Di era digital saat ini, politik tidak lagi hanya milik parlemen, partai, atau elite penguasa. Generasi Z—kelompok yang lahir antara pertengahan 1990-an hingga awal 2010-an—membawa semangat baru dalam berpolitik: dinamis, kritis, dan berbasis teknologi. Bagi mereka, media sosial bukan sekadar tempat berbagi cerita, tetapi juga medan pertempuran ide, ruang edukasi, serta sarana mobilisasi massa.
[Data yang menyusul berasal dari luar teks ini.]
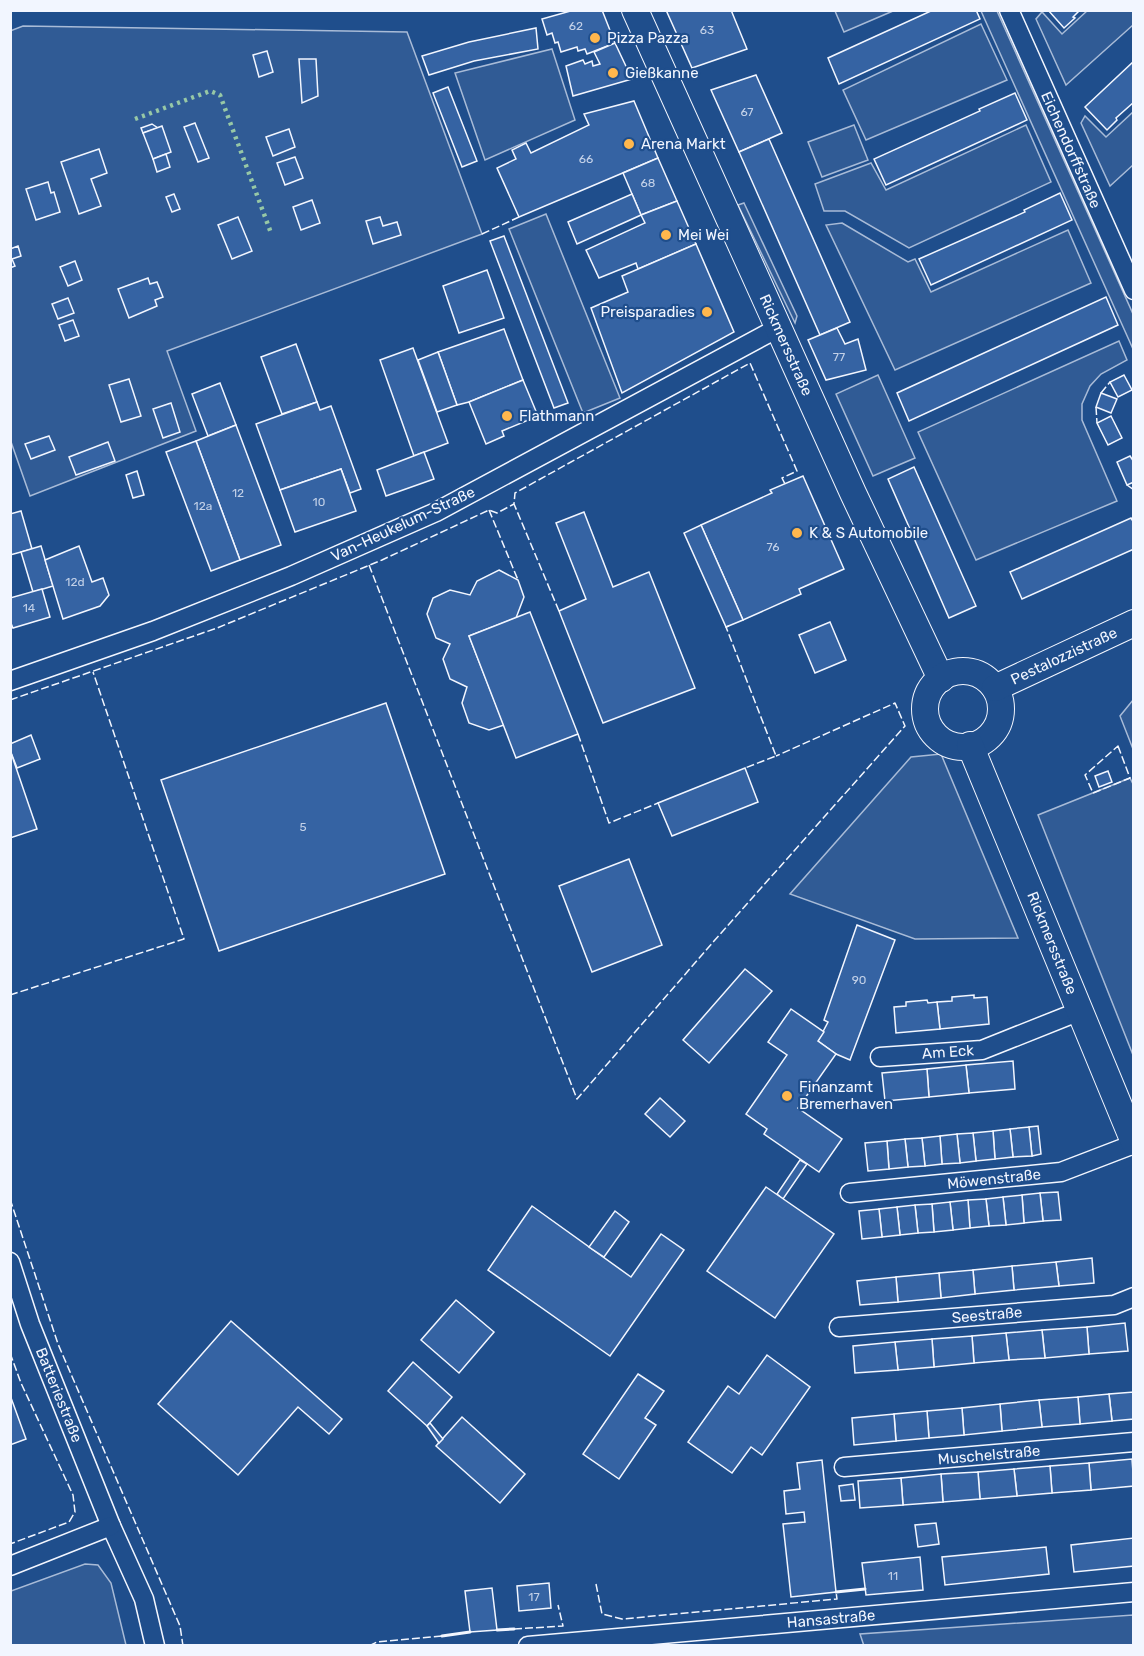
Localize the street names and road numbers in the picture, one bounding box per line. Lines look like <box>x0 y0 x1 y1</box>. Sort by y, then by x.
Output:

Politik dalam Genggaman: Media Sosial sebagai Panggung Utama
Instagram, TikTok, X (dulu Twitter), dan YouTube telah menjadi kanal utama bagi Gen Z untuk menyuarakan pandangan politik mereka. Isu-isu seperti perubahan iklim, keadilan gender, hak minoritas, dan kebebasan berekspresi sering kali ramai diperbincangkan di ruang digital. Konten politik kini dikemas dalam bentuk yang lebih ringan dan mudah dicerna: video pendek, meme, podcast, hingga thread informatif.
Fenomena seperti tagar #ReformasiDikorupsi, #BlackLivesMatter, atau #SaveSatuData adalah contoh nyata bagaimana Gen Z dapat menciptakan gelombang besar hanya dari layar smartphone mereka. Mereka tidak segan-segan untuk mengkritik pemerintah, menggugat ketimpangan sosial, atau menantang status quo dengan keberanian yang tak jarang mengejutkan generasi sebelumnya.
Dari Dunia Maya ke Aksi Nyata
Meski sering dianggap “cuma bisa teriak di internet”, faktanya banyak anak muda Gen Z yang melangkah lebih jauh. Mereka turun ke jalan, ikut demonstrasi, menggalang dana untuk korban ketidakadilan, bahkan membentuk komunitas dan gerakan sosial.
Contohnya, gerakan sosial seperti Bersihkan Indonesia yang digerakkan oleh koalisi anak muda, atau aksi solidaritas terhadap korban kekerasan seksual yang dilakukan lewat komunitas berbasis kampus dan sekolah. Aktivisme mereka tidak berhenti di like dan share, tetapi menjelma menjadi aksi kolektif yang konkret dan berdampak.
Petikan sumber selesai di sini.